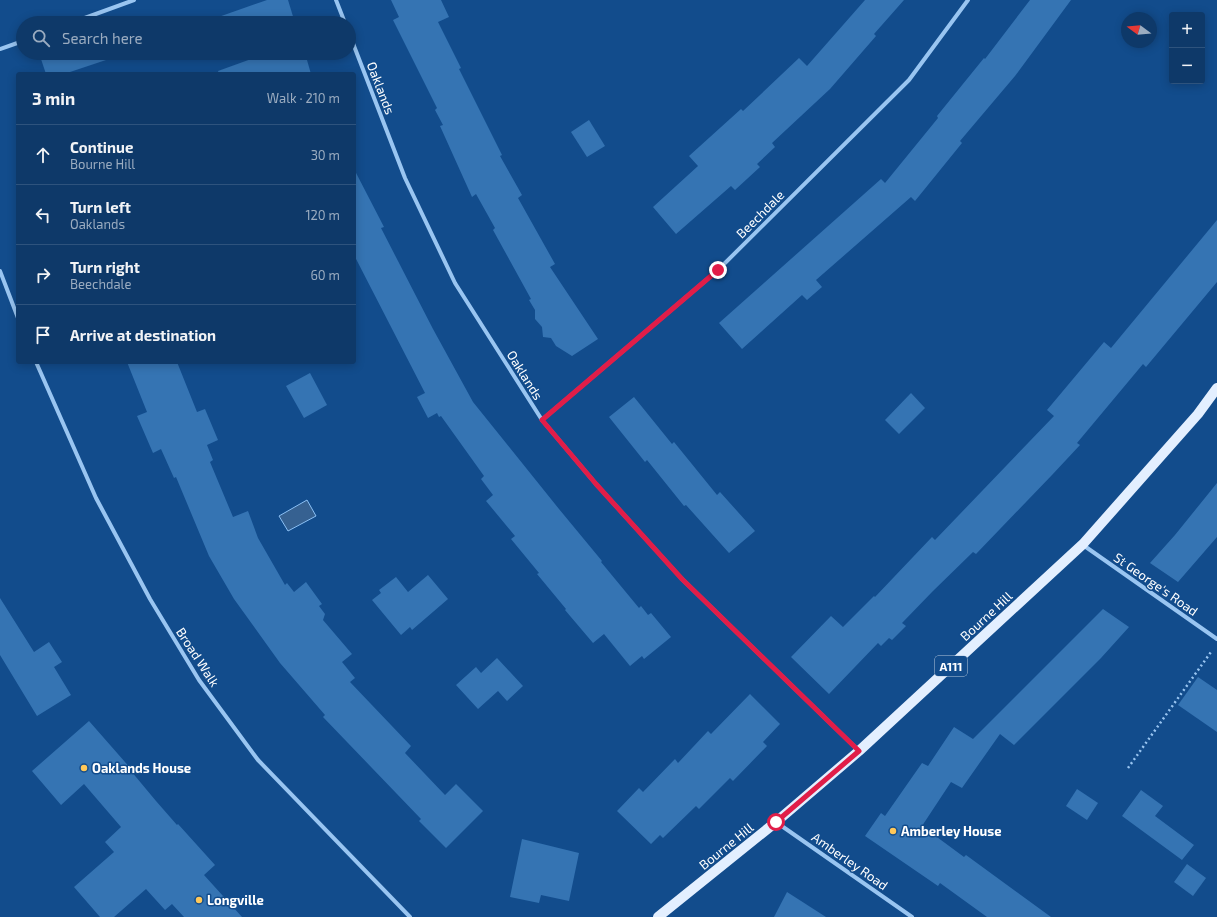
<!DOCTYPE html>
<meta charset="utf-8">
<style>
:root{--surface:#0e3969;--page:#17406f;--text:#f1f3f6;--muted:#9bacc0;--line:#2e537d}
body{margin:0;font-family:"Exo 2",sans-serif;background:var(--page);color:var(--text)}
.controls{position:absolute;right:12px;top:12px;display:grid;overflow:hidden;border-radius:4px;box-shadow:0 2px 10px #0003}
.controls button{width:36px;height:36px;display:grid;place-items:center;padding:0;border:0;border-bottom:1px solid var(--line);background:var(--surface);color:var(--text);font:20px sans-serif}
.compass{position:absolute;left:1121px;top:12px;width:36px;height:36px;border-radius:50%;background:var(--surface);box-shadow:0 2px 10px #0003;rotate:286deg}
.stop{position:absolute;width:12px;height:12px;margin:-9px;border:3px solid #e11d48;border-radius:50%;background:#fff}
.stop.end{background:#e11d48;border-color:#fff;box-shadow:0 1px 4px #0008}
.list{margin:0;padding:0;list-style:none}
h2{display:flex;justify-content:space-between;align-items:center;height:52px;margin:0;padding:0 16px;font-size:17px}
h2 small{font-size:13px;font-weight:400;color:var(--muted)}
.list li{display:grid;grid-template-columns:26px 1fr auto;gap:12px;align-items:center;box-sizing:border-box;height:60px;padding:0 16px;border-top:1px solid var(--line)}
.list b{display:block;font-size:15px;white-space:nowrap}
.list p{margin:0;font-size:13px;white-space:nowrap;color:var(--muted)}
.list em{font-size:13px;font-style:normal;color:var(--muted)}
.icon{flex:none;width:22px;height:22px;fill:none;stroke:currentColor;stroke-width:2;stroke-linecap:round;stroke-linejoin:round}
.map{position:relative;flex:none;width:1217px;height:917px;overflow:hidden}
.search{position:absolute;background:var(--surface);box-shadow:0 2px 10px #0003;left:16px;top:16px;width:340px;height:44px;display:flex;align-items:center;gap:10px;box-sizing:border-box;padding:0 14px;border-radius:22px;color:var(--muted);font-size:15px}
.panel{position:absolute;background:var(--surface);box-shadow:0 2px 10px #0003;left:16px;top:72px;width:340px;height:292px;border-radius:4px}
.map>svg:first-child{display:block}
.water{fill:#366191;stroke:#8bc0f5}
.building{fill:#3574b3}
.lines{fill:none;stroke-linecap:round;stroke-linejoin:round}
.path{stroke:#99c5f1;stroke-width:2.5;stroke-dasharray:2 3;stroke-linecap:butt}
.street{stroke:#99c5f1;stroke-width:4}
.primary{stroke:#e3efff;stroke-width:10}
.route{stroke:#e11d48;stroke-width:5}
.poi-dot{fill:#ffc859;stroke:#124c8c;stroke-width:1.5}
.labels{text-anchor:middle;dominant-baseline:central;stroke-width:3;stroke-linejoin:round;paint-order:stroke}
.shield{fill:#124c8c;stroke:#b8c9dc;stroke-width:1}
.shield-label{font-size:12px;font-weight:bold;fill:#fff}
.street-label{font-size:13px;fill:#fff;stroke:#124c8c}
.poi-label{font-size:13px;font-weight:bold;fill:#fff;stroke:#124c8c;text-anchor:start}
</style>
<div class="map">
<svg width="1217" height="917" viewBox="0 0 1217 917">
<rect width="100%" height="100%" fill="#124c8c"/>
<path class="water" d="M307 500 316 516 288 531 279 516Z"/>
<g class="building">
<path d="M267 0H288L295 23H210V20Z"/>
<path d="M391 0H441L449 17 438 22 461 68 459 69 502 155 500 156 522 195 518 198 555 264 550 267 598 339 572 356 556 346 551 338 543 337 542 327 535 319V310L529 300 531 299 493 230 495 228 476 194 472 197 440 126 443 125 435 110 437 108 393 20 399 17Z"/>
<path d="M865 0H904L874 34 876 36 830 89 772 143 775 147 757 164 760 167 735 190 731 186 676 234 653 207 698 166 689 156 741 109 743 111 799 58 807 66Z"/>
<path d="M1030 0H1071L1015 76 960 141 962 143 915 201 911 197 816 280 822 287 807 300 802 295 742 349 719 323 881 179 885 183 938 118 937 116 984 58 985 59Z"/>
<path d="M39 53H115V57L64 74H46Z"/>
<path d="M262 53H305L311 74H219L218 71 262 55Z"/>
<path d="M589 120 605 146 587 157 571 132Z"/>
<path d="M354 169 384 227 381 228 433 329 473 402 559 509 602 561 601 562 639 608 641 606 648 615 651 613 671 637 644 659 642 656 630 666 604 634 593 643 565 610 566 609 537 574 539 573 511 539 515 536 486 501 493 495 481 479 484 476 441 416 439 417 437 413 428 418 417 397 425 393 354 255Z"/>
<path d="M1217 220V282L1146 367 1143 364 1077 443 1080 445 1052 475 976 554 973 552 933 591 902 623 906 626 892 640 889 638 881 646 878 643 829 694 791 657 831 616 843 627 874 596 875 597 932 537 935 540 1054 416 1047 410 1104 342 1111 348Z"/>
<path d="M127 362H177L197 412 205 409 218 440 207 445 213 460 210 462 233 517 248 511 258 538 285 585 287 583 294 592 306 582 322 604 319 606 325 614 323 620 352 654 342 662 355 678 350 682 411 746 405 753 445 795 456 784 483 811 446 848 419 821 421 819 323 717 325 715 280 663 234 599 209 556 176 477 174 478 161 449 153 453 137 416 147 412Z"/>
<path d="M310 373 327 405 304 418 286 386Z"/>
<path d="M911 393 925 408 899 434 885 420Z"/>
<path d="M634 397 672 444 674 442 717 495 720 492 755 531 729 553 686 505 684 506 647 460 645 462 609 417Z"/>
<path d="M1217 483V537L1178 582 1150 563 1175 535Z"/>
<path d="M428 575 448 599 412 630 410 627 401 635 372 600 381 593 379 590 396 577 408 592Z"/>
<path d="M0 598 34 652 49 642 62 662 54 667 71 695 37 716 0 655Z"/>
<path d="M1103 609 1129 627 1101 658 1014 745 1000 734 962 788 951 782 922 826 964 857 966 855 1051 917H987L940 883 938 886 865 836 881 813 885 816 922 763 928 766 954 727 973 739Z"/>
<path d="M497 658 523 686 507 701 498 691 478 709 456 685 476 667 481 673Z"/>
<path d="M1198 677 1217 690V732L1178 705Z"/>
<path d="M750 694 780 724 763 742 767 746 733 781 730 778 699 809 696 806 663 838 660 835 651 844 617 811 639 788 643 792 675 759 678 763 708 731 711 734Z"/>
<path d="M89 721 132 770 131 771 156 801 177 825 178 824 215 865 204 875 242 917H184L172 904 165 910 146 889 114 917H100L74 887 114 852 105 842 121 827 84 784 61 805 32 771Z"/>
<path d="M1077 789 1098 803 1087 820 1066 806Z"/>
<path d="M1141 790 1163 806 1155 816 1194 845 1182 860 1122 816Z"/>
<path d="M522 839 579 853 569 901 541 895 539 903 510 897Z"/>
<path d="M1187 864 1206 878 1193 896 1174 882Z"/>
<path d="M787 892 826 917H774Z"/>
</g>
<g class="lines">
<path class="path" d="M1128 768 1211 652"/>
<g class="street">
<path d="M336 0 345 23"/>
<path d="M71 23 134 0"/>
<path d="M349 33 405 178 455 283 542 420 596 484 682 579 859 751"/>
<path d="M0 49 23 41"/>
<path d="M0 271 18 318"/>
<path d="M36 362 96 498 150 599 199 680 258 760 410 917"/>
<path d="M542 420 718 270 909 80 968 0"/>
<path d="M1083 545 1217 639"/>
<path d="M776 822 912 917"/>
</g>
<path class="primary" d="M658 917 776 822 859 751 1083 544 1198 414 1217 388"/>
</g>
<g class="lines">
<path class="route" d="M718 270 542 420 596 484 682 579 859 751 776 822"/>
</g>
<g class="poi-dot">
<circle cx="84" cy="768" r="4"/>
<circle cx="893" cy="831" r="4"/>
<circle cx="199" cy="900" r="4"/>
</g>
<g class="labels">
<rect class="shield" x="935" y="656" width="32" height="20" rx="3"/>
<g class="shield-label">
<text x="951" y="666">A111</text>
</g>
<g class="street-label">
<text transform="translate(381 88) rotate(69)">Oaklands</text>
<text transform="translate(760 214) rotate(-45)">Beechdale</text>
<text transform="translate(525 375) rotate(58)">Oaklands</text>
<text transform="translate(1156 584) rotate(35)">St George's Road</text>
<text transform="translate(986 616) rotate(-43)">Bourne Hill</text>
<text transform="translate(198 657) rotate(57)">Broad Walk</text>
<text transform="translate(726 846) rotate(-39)">Bourne Hill</text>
<text transform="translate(850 861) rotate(35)">Amberley Road</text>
</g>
<g class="poi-label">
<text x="92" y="768">Oaklands House</text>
<text x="901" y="831">Amberley House</text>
<text x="207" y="900">Longville</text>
</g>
</g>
</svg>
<div class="controls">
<button>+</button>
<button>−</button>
</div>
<svg class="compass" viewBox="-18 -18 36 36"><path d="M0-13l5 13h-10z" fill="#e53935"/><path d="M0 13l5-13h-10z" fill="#9bacc0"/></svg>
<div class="stop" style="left:776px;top:822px"></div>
<div class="stop end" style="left:718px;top:270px"></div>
<div class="search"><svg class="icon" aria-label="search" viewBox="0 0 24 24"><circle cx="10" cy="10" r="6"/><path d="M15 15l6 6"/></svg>Search here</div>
<section class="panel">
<h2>3 min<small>Walk · 210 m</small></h2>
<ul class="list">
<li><svg class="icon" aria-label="ahead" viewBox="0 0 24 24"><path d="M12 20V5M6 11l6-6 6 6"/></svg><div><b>Continue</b><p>Bourne Hill</p></div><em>30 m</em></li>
<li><svg class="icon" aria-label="left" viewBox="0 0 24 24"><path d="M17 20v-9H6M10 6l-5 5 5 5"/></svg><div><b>Turn left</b><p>Oaklands</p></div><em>120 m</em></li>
<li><svg class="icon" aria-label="right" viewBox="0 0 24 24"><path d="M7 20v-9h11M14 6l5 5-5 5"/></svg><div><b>Turn right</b><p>Beechdale</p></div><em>60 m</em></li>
<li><svg class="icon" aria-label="arrive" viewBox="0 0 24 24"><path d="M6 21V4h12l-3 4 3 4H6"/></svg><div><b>Arrive at destination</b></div></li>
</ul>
</section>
</div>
:::::
▶ [Assigned task]: What lines of the listing contain the word "nowrap"? Copy them all.

▶ [Answer below]:
.list b{display:block;font-size:15px;white-space:nowrap}
.list p{margin:0;font-size:13px;white-space:nowrap;color:var(--muted)}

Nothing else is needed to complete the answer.